Mitchell N. Roth
mroth@williamsmullen.com
As appeared in
e-Connections newsletter, a publication of the American Teleservices Association.
The benefits of living in a modern, free society is that when there are uncertainties regarding the constitutionality and enforceability of a law, our nation’s courts role will them. Right? Well, apparently not with respect to the federal Do-Not-Call registry created by the Federal Trade Commission and the Federal Communications Commission. Rather, the courts have done nothing less than bestow bewilderment upon the teleservices industry and the 51 million Americans who allegedly listed every telephone number ever assigned to them on the list.
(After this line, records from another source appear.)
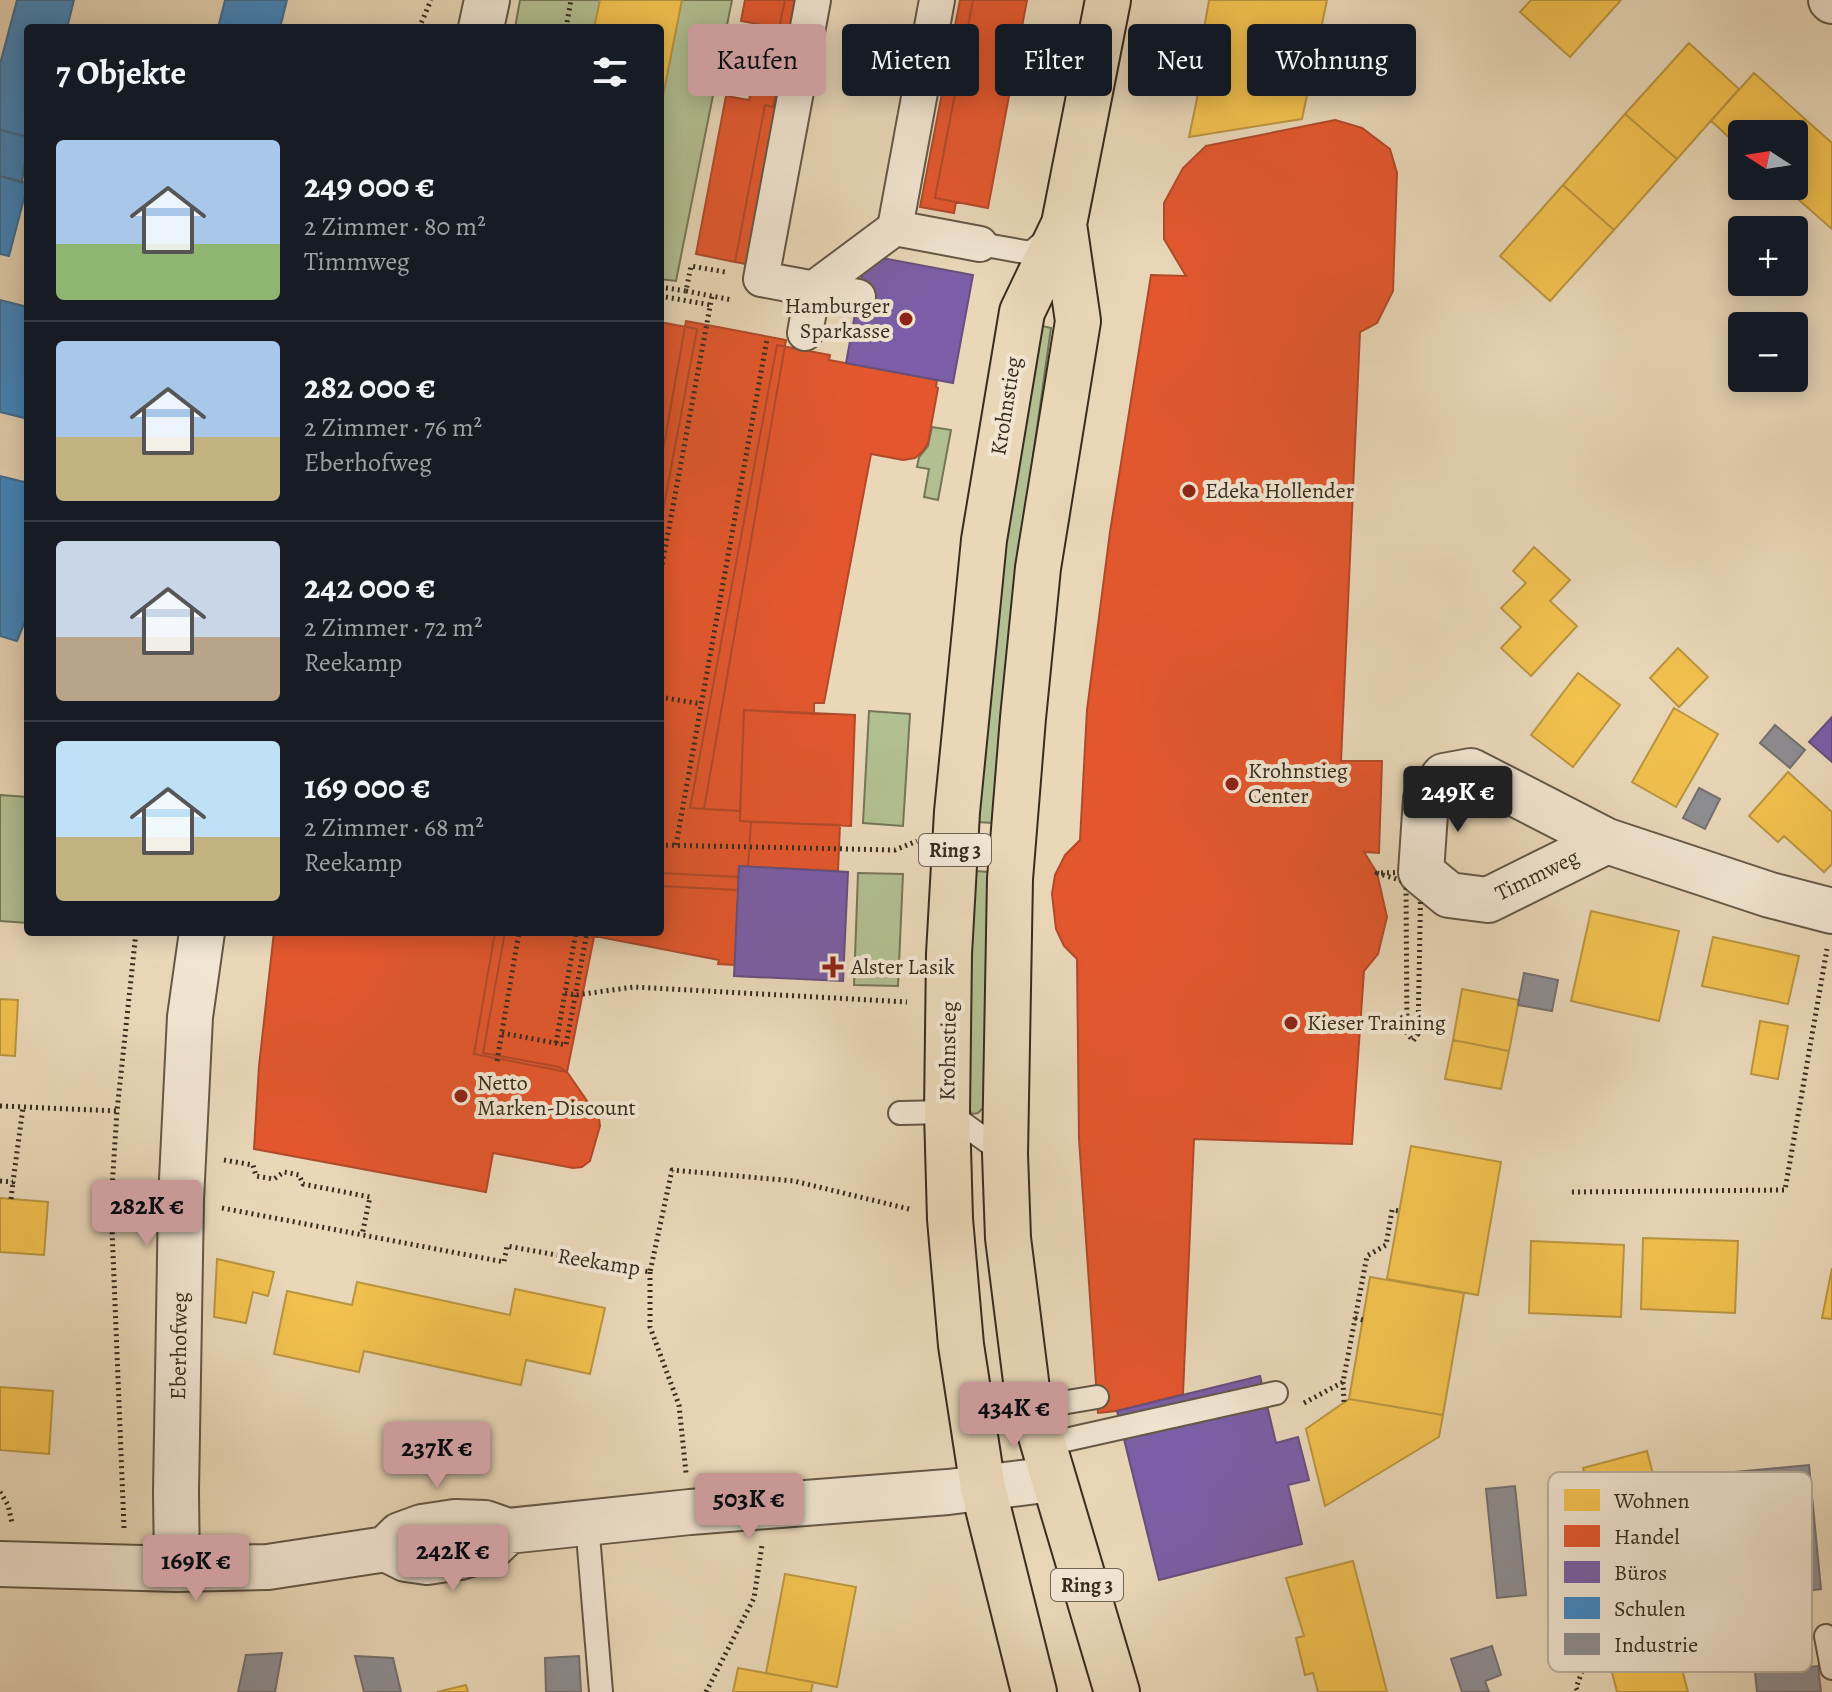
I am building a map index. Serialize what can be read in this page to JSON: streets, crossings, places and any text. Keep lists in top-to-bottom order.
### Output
{
  "streets": {
    "main road": ["Krohnstieg", "Ring 3"],
    "street": ["Timmweg", "Eberhofweg"],
    "path": ["Reekamp"]
  },
  "crossings": [
    ["Krohnstieg", "Reekamp"],
    ["Reekamp", "Eberhofweg"]
  ],
  "places": {
    "other": [
      "Hamburger Sparkasse",
      "Edeka Hollender",
      "Krohnstieg Center",
      "Kieser Training",
      "Netto Marken-Discount"
    ],
    "health": ["Alster Lasik"]
  },
  "legend": [
    "Wohnen",
    "Handel",
    "Büros",
    "Schulen",
    "Industrie"
  ],
  "north": "left",
  "page": {
    "chip": [
      "Kaufen",
      "Mieten",
      "Filter",
      "Neu",
      "Wohnung"
    ],
    "heading": "7 Objekte",
    "map_buttons": ["+", "−"],
    "list": [
      {
        "name": "249 000 €",
        "note": "2 Zimmer · 80 m² · Timmweg"
      },
      {
        "name": "282 000 €",
        "note": "2 Zimmer · 76 m² · Eberhofweg"
      },
      {
        "name": "242 000 €",
        "note": "2 Zimmer · 72 m² · Reekamp"
      },
      {
        "name": "169 000 €",
        "note": "2 Zimmer · 68 m² · Reekamp"
      }
    ],
    "price": [
      "249K €",
      "282K €",
      "434K €",
      "237K €",
      "503K €",
      "242K €",
      "169K €"
    ]
  }
}
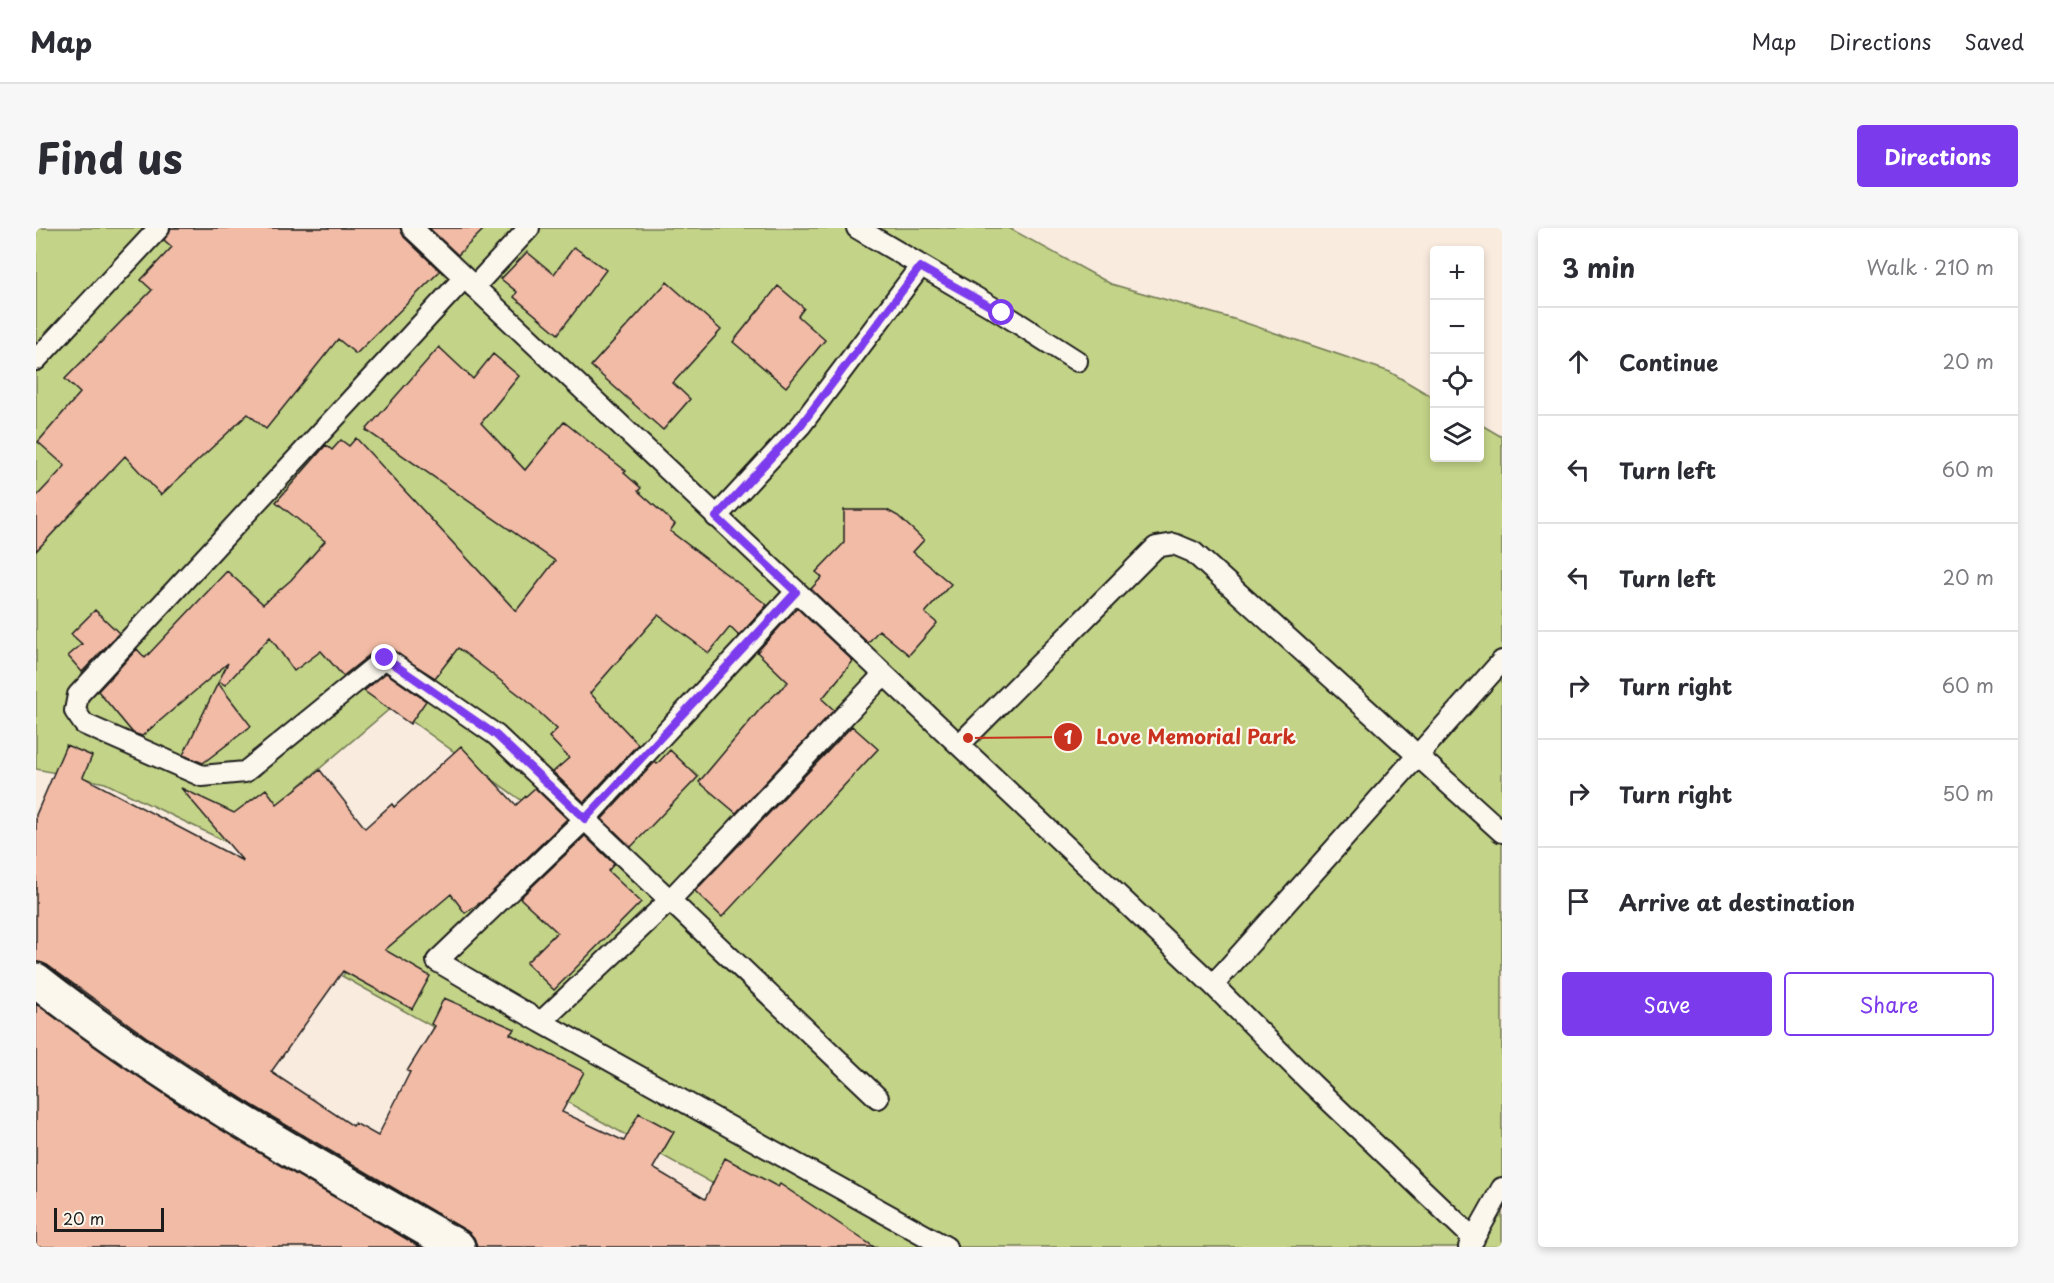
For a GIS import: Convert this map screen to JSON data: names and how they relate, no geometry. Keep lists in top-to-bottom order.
{
  "places": ["Love Memorial Park"],
  "scale_bar": "20 m",
  "page": {
    "header": "Map",
    "nav": ["Map", "Directions", "Saved"],
    "title": "Find us",
    "buttons": [
      "Directions",
      ["Save", "Share"]
    ],
    "heading": ["3 min", "Walk · 210 m"],
    "map_buttons": ["+", "−"],
    "list": [
      ["Continue", "20 m"],
      ["Turn left", "60 m"],
      ["Turn left", "20 m"],
      ["Turn right", "60 m"],
      ["Turn right", "50 m"],
      "Arrive at destination"
    ],
    "scale": "20 m"
  }
}
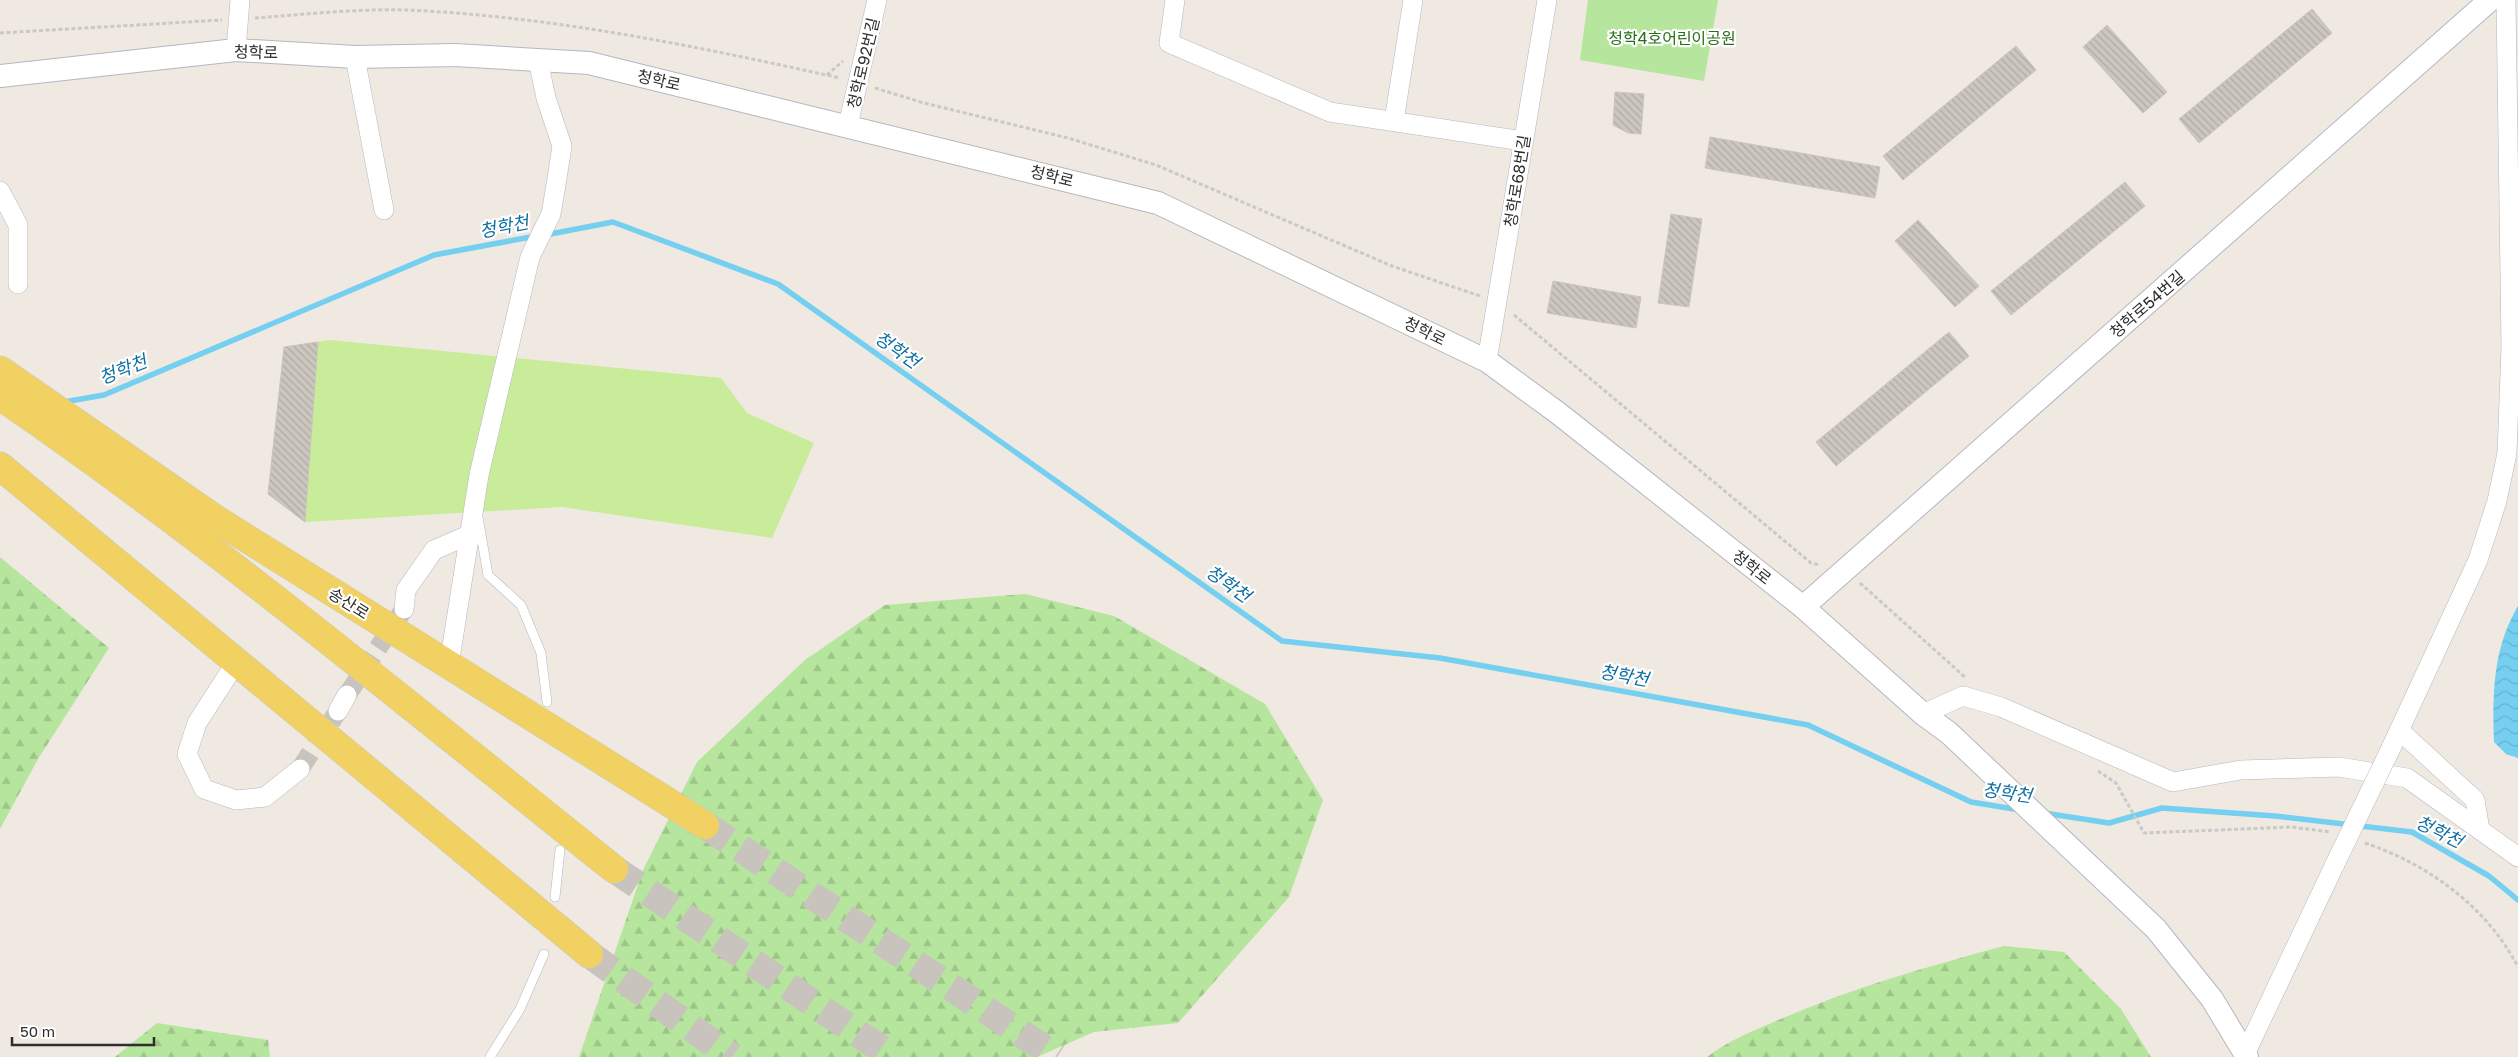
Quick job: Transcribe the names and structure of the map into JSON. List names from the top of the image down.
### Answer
{
  "streets": {
    "main road": ["송산로"],
    "street": [
      "청학로",
      "청학로92번길",
      "청학로68번길",
      "청학로54번길"
    ]
  },
  "crossings": [
    ["청학로", "청학로92번길"],
    ["청학로", "청학로68번길"],
    ["청학로", "청학로54번길"]
  ],
  "water": ["청학천"],
  "parks": ["청학4호어린이공원"],
  "scale_bar": "50 m"
}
A recap of the past several weeks reads like a piece from a Monty Python movie:
First, Judge West of the U.S. District Court in Oklahoma determined that the FTC did not have congressional authority to create the list in the first place. Therefore, the DNC program may not go into effect.
DNC Off.
In response, Congress, putting aside trivial issues such as terrorism, Iraq and Afghanistan, passed a bill which expressly gives the FTC the authority which the court ruled it lacked.
DNC On.
Next, Judge Nottingham, apparently from the forest of equal name, found in favor of the ATA and ordered that the manner in which the DNC rule was implemented is an unconstitutional burden on telemarketers’ free speech. As a result, the judge enjoined the FTC from enforcing its list.
DNC Off.
Not to be outdone, in separate litigation which the ATA filed against the FCC, a panel of the 10th Circuit Court of Appeals, refused to stay the FCC’s program pending the litigation.
DNC Partially On.
Next, Judge Nottingham, in ruling on a motion brought by the FTC, refused to postpone his injunction of the FTC’s list during the pendency of the FTC’s appeal.
DNC Partially Off.
The FTC then appealed Judge Nottingham’s decision to the 10th Circuit Court of Appeals and requested that the appeals court postpone Judge Nottingham’s injunction during the appeals process.
Waiting for decision.
So, this is where we stand. We have the FTC which is enjoined from enforcing its list and sharing the contents of the list or any information associated with the list with any third party, including the FCC. We have the FCC which is free to pursue its DNC program. However, since the list is actually maintained by the FTC and since the FTC is prohibited from sharing its list with the FCC, the FCC does not have access to the list which it will try to enforce. Nor is the FCC aware of which telemarketers and sellers have registered for the list and which have downloaded it. Nevertheless, the FCC insists that it will enforce the list, but can only do so if some gracious person out there will give it a copy of the list. The FCC even stooped the level of requesting that the DMA provide it with the list; fortunately, the DMA thought better of it.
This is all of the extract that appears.